Family value

oleh Samuel Mulia


Setelah lama absen di gedung bioskop, akhir pekan minggu lalu saya menyaksikan beberapa film.

Dari empat film, hanya dua saja yang berkesan: We Own the Night dan Georgia Rule. Setelah empat jam di gedung bioskop, saya teringat pada peristiwa berpuluh tahun lamanya saat untuk pertama kali menyaksikan film biru ditemani ayah.

Ayah menjelaskan ini dan itu karena ia berpikir, daripada anaknya tersesat di luar rumah, lebih baik ia memberi tindakan preventif dari dalam rumah. Saya menceritakan kepada teman-teman kejadian itu, mereka mengatakan ayah saya gila.

”We Own the Night”

Family value. Nilai yang ada dan berbeda-beda di setiap rumah tangga. Itulah yang saya dapat dari dua film di atas. Nilai yang dibuat dan yang pada akhirnya memengaruhi setiap anggota keluarga tentang bagaimana memandang hidup.

We Own the Night mengisahkan hubungan kakak beradik dan ayahnya yang keras, mirip ayah saya. Yang satu jadi anak ”malaikat”, yang lain jadi anak ”setan”. Mengapa ada dua sosok berbeda dari dapur yang sama? Ayahnya yang keras dan dimainkan apik oleh Robert Duvall mengatakan kepada si anak ”setan”, ”Ibumu terlalu lemah kepadamu.”

Sementara itu, si anak ”malaikat” malah memuji perilaku si anak ”setan” akan keberanian dan kebebasan untuk memilih jalan hidup, bukan seperti dirinya yang menjadi anak ”malaikat” hanya sekadar menuruti keinginan sang ayah. Tentu sang ayah senang dan bangga karenanya. Sementara yang tak menurut dianggap anak durhaka. Jadi, nurut adalah nilai agung yang tak terbantahkan! Mau itu berisiko menjadi muna, itu tak penting lagi.

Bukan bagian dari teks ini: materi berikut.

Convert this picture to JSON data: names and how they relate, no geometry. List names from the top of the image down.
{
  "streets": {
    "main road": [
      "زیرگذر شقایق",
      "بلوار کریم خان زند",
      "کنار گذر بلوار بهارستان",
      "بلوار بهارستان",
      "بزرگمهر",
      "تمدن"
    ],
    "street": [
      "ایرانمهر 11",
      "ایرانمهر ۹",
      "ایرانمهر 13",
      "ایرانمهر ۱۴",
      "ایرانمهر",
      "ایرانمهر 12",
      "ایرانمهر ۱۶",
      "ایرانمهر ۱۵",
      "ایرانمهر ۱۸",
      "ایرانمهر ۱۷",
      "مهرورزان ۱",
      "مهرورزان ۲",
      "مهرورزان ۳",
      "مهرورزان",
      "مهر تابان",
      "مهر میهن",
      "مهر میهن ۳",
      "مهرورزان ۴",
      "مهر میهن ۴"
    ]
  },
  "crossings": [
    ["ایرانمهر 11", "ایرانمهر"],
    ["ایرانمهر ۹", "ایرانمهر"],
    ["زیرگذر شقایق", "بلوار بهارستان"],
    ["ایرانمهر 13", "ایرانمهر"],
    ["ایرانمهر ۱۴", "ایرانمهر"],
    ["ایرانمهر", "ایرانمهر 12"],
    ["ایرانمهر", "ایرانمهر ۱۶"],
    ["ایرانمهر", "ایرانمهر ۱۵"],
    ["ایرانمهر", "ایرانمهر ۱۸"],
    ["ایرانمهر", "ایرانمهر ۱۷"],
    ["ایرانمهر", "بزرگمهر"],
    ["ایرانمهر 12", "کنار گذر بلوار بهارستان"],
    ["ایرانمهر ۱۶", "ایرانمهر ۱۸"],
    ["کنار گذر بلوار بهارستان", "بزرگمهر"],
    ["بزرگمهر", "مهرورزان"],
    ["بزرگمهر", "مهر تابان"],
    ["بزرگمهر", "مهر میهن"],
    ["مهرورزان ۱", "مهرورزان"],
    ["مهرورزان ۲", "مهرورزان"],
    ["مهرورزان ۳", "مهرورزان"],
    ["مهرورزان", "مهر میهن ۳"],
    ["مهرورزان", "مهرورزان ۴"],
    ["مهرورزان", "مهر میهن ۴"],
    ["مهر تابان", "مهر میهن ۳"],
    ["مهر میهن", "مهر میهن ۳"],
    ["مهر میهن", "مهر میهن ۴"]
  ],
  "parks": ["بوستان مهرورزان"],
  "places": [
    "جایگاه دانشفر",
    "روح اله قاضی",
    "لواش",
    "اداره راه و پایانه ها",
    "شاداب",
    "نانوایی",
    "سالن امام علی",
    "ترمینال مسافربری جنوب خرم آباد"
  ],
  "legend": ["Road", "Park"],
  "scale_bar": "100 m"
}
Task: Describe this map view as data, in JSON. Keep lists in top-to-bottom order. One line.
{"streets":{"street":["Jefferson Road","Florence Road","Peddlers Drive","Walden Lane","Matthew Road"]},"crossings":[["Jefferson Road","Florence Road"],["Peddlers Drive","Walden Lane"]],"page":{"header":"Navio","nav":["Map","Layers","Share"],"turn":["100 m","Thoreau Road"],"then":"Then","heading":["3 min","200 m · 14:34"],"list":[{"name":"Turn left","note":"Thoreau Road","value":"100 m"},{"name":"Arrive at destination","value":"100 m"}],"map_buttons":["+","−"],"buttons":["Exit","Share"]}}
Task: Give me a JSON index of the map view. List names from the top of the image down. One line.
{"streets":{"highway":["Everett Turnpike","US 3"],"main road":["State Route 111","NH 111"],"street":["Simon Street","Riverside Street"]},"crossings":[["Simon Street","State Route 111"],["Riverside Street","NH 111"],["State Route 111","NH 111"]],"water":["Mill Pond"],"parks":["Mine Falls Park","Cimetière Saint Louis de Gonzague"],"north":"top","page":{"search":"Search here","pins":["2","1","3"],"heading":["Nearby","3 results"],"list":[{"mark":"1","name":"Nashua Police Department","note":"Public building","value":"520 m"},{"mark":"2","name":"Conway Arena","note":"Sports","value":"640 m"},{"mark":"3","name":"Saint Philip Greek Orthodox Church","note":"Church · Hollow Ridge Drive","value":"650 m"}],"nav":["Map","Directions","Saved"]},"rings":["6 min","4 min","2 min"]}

Perbedaan nilai itu juga yang membuat ayah saya menjerit di butik Louis Vuitton beberapa belas tahun silam di Los Angeles saat pertama kali saya meminta kepadanya untuk membelikan tas bermerek yang mahal itu. Ia menganggap barang semacam ini tak ada nilainya. ”Cuma untuk gaya-gayaan,” kata dia.

Tentu, masa itu saya hanya tahu barang semacam ini hanya untuk gaya-gayaan dan tak pernah terbayangkan sekarang nilai tas-tas bermerek itu melambung tinggi. Wah..., kalau saja ayah saya masih hidup, saya akan bagikan uang dari hasil penjualan tas bermerek itu agar ia tahu yang dahulu dianggapnya tak bernilai itu keliru sama sekali.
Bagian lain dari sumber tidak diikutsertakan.